Prospect’s survey, which received 1,175 responses, showed that a significant proportion of workers who regularly use PPE experience problems with fit and size. The difference in experience between men and women is stark. Overalls, jackets and trousers are where the gender dimension peaks.

A shocking 48.5% of our female respondents told us that their PPE trousers fit poorly, compared to 16.6% of male respondents, while 44.7% of female respondents and just 15.3% of male respondents said that their overalls fit poorly.

Prospect members at the Health and Safety Executive’s (HSE) Health and Safety Laboratory road test PPE for use by diverse workers in diverse industrial situations. They emphasised that PPE must keep the user safe both while they wear it, and during contamination and removal. Experiments have shown how aerosol particulates can gather in bunched-up fabric – rolled sleeves and belted waists on overalls – only to become airborne again when the garment is removed.
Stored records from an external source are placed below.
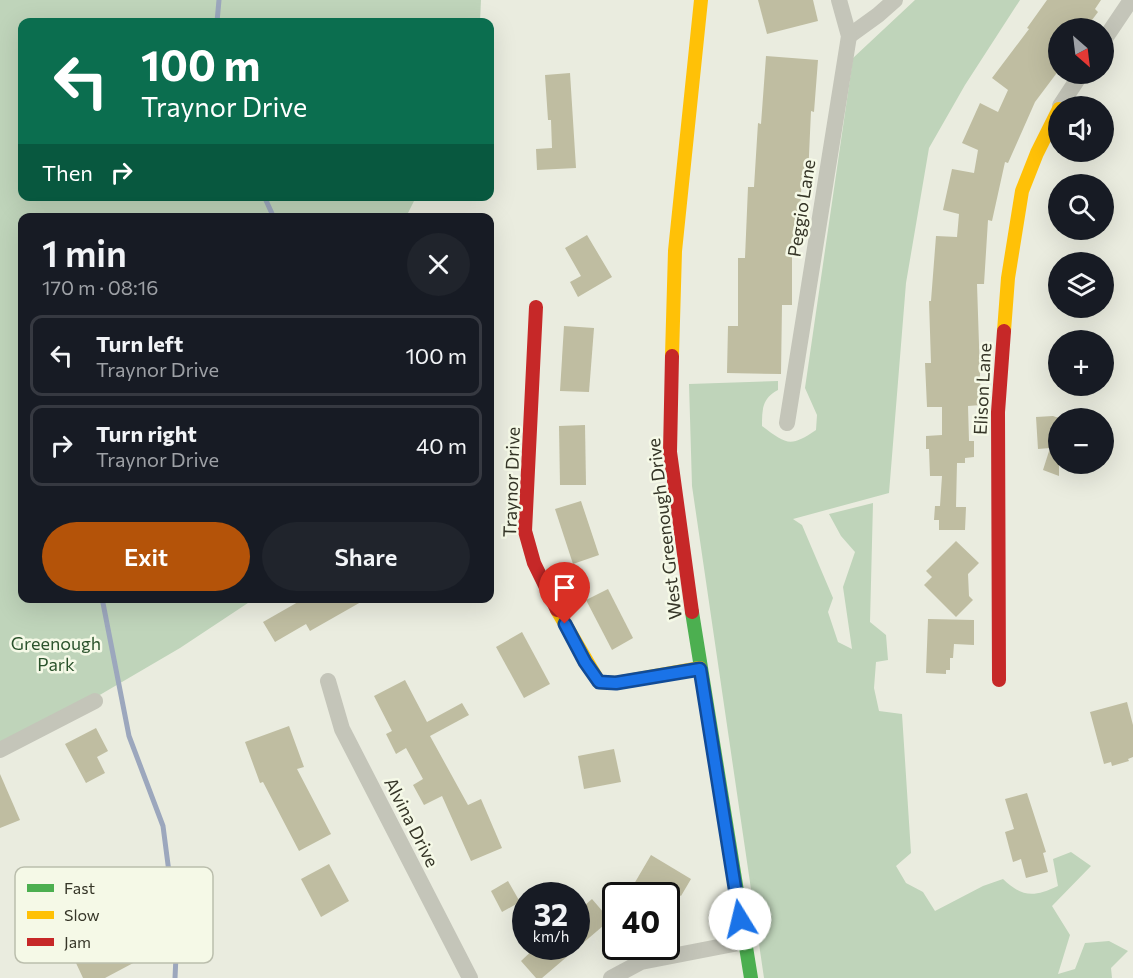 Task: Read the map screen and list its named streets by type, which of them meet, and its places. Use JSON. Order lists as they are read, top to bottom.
{
  "streets": {
    "street": [
      "Peggio Lane",
      "Elison Lane",
      "Traynor Drive",
      "West Greenough Drive",
      "Alvina Drive"
    ]
  },
  "crossings": [
    ["Traynor Drive", "West Greenough Drive"]
  ],
  "parks": ["Greenough Park"],
  "legend": ["Fast", "Slow", "Jam"],
  "north": "bottom right",
  "page": {
    "map_buttons": ["+", "−"],
    "turn": ["100 m", "Traynor Drive"],
    "then": "Then",
    "heading": ["1 min", "170 m · 08:16"],
    "list": [
      {
        "name": "Turn left",
        "note": "Traynor Drive",
        "value": "100 m"
      },
      {
        "name": "Turn right",
        "note": "Traynor Drive",
        "value": "40 m"
      }
    ],
    "buttons": ["Exit", "Share"],
    "speed": "32 km/h",
    "limit": "40"
  }
} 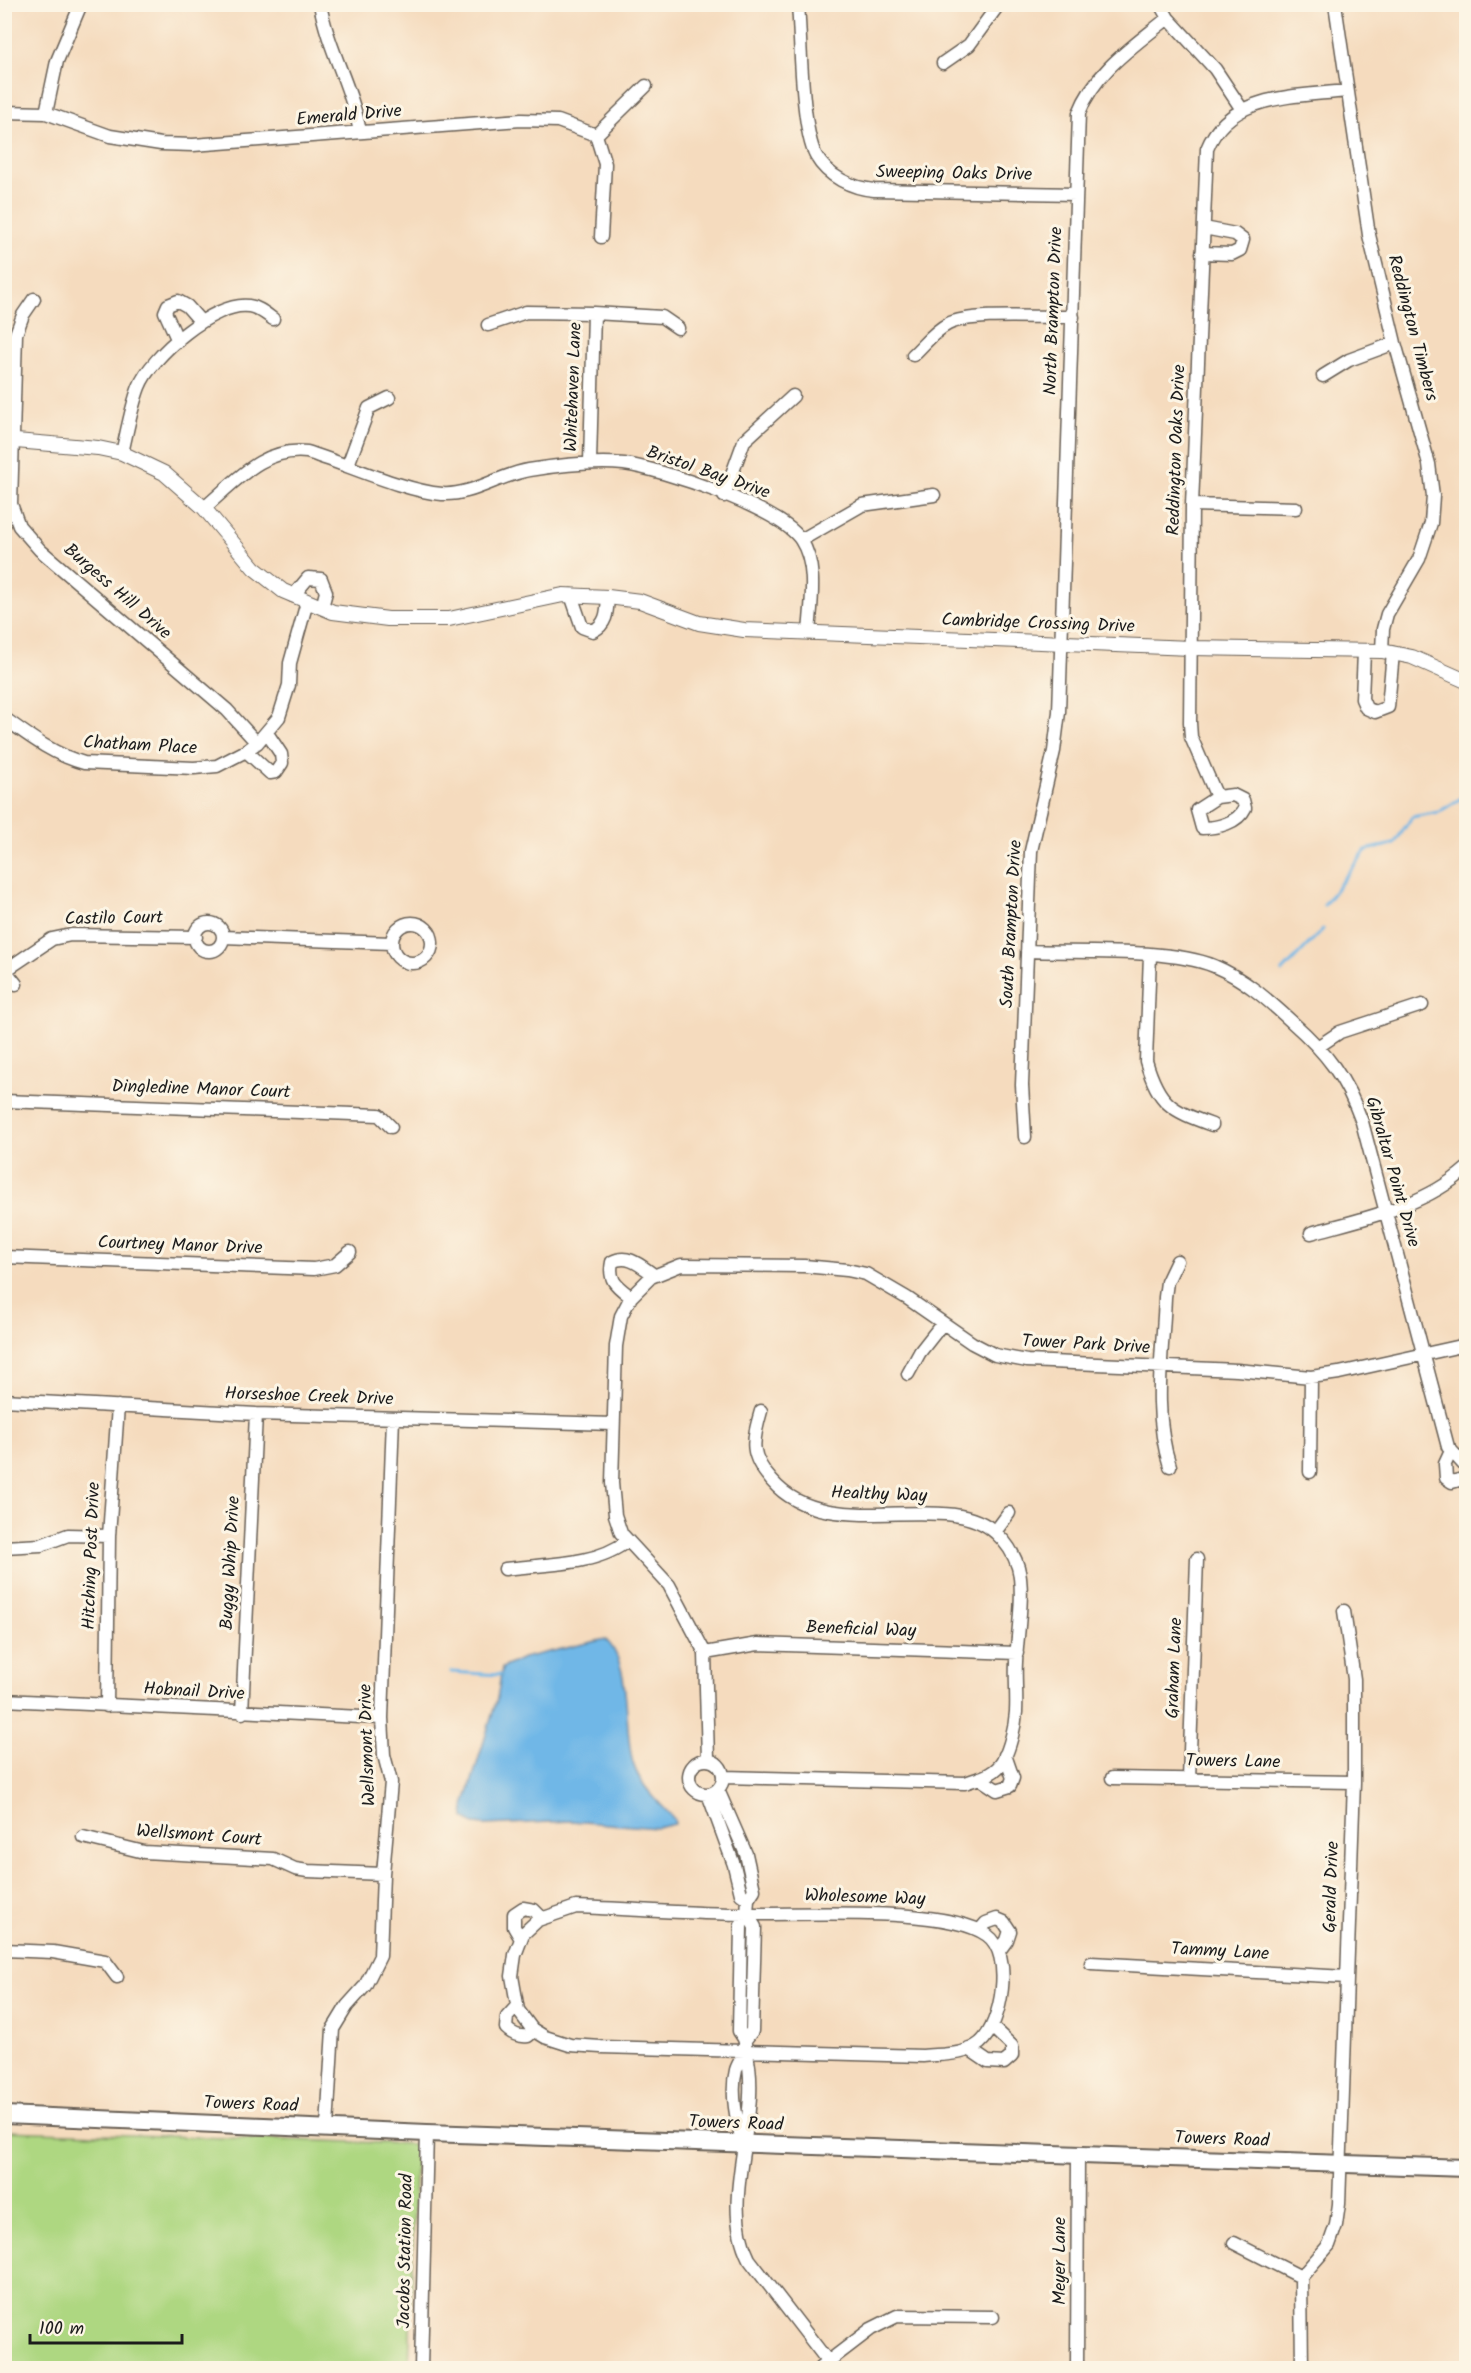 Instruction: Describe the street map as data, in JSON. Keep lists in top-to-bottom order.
{
  "streets": {
    "main road": ["Towers Road"],
    "street": [
      "Emerald Drive",
      "Sweeping Oaks Drive",
      "North Brampton Drive",
      "Reddington Timbers",
      "Whitehaven Lane",
      "Reddington Oaks Drive",
      "Bristol Bay Drive",
      "Burgess Hill Drive",
      "Cambridge Crossing Drive",
      "Chatham Place",
      "Castilo Court",
      "South Brampton Drive",
      "Dingledine Manor Court",
      "Gibraltar Point Drive",
      "Courtney Manor Drive",
      "Tower Park Drive",
      "Horseshoe Creek Drive",
      "Healthy Way",
      "Hitching Post Drive",
      "Buggy Whip Drive",
      "Beneficial Way",
      "Graham Lane",
      "Hobnail Drive",
      "Wellsmont Drive",
      "Towers Lane",
      "Wellsmont Court",
      "Gerald Drive",
      "Wholesome Way",
      "Tammy Lane",
      "Jacobs Station Road",
      "Meyer Lane"
    ]
  },
  "crossings": [
    ["Sweeping Oaks Drive", "North Brampton Drive"],
    ["North Brampton Drive", "Cambridge Crossing Drive"],
    ["North Brampton Drive", "South Brampton Drive"],
    ["Reddington Timbers", "Reddington Oaks Drive"],
    ["Reddington Timbers", "Cambridge Crossing Drive"],
    ["Whitehaven Lane", "Bristol Bay Drive"],
    ["Reddington Oaks Drive", "Cambridge Crossing Drive"],
    ["Bristol Bay Drive", "Cambridge Crossing Drive"],
    ["Burgess Hill Drive", "Cambridge Crossing Drive"],
    ["Burgess Hill Drive", "Chatham Place"],
    ["Cambridge Crossing Drive", "Chatham Place"],
    ["Cambridge Crossing Drive", "South Brampton Drive"],
    ["South Brampton Drive", "Gibraltar Point Drive"],
    ["Gibraltar Point Drive", "Tower Park Drive"],
    ["Tower Park Drive", "Horseshoe Creek Drive"],
    ["Tower Park Drive", "Healthy Way"],
    ["Tower Park Drive", "Beneficial Way"],
    ["Horseshoe Creek Drive", "Hitching Post Drive"],
    ["Horseshoe Creek Drive", "Buggy Whip Drive"],
    ["Horseshoe Creek Drive", "Wellsmont Drive"],
    ["Healthy Way", "Beneficial Way"],
    ["Hitching Post Drive", "Hobnail Drive"],
    ["Buggy Whip Drive", "Hobnail Drive"],
    ["Graham Lane", "Towers Lane"],
    ["Hobnail Drive", "Wellsmont Drive"],
    ["Wellsmont Drive", "Wellsmont Court"],
    ["Wellsmont Drive", "Towers Road"],
    ["Towers Lane", "Gerald Drive"],
    ["Gerald Drive", "Tammy Lane"],
    ["Gerald Drive", "Towers Road"],
    ["Towers Road", "Jacobs Station Road"],
    ["Towers Road", "Meyer Lane"]
  ],
  "scale_bar": "100 m"
}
Face masks and safety glasses are a raw nerve for many of the women who responded to our PPE survey:

21.5% of women reported ill-fitting eye protection, compared with 13.5% of men
15.7% of women and 7% of men had problems with poorly-fitting respiratory equipment, and
13.8% of women and 7.6% of men had problems with ear protection.
Further details of the survey are available on request.

Sue Ferns, senior deputy general secretary of Prospect, said:

“Properly fitting PPE is essential both for comfort and effectiveness and it is generally women who are being overlooked. This is a perennial problem but for it to be persisting in the middle of the biggest acute health crisis in generations is appalling.

“Employers should engage with unions to ensure workers’ needs are properly addressed. The era of one-size-fits-all must end now.”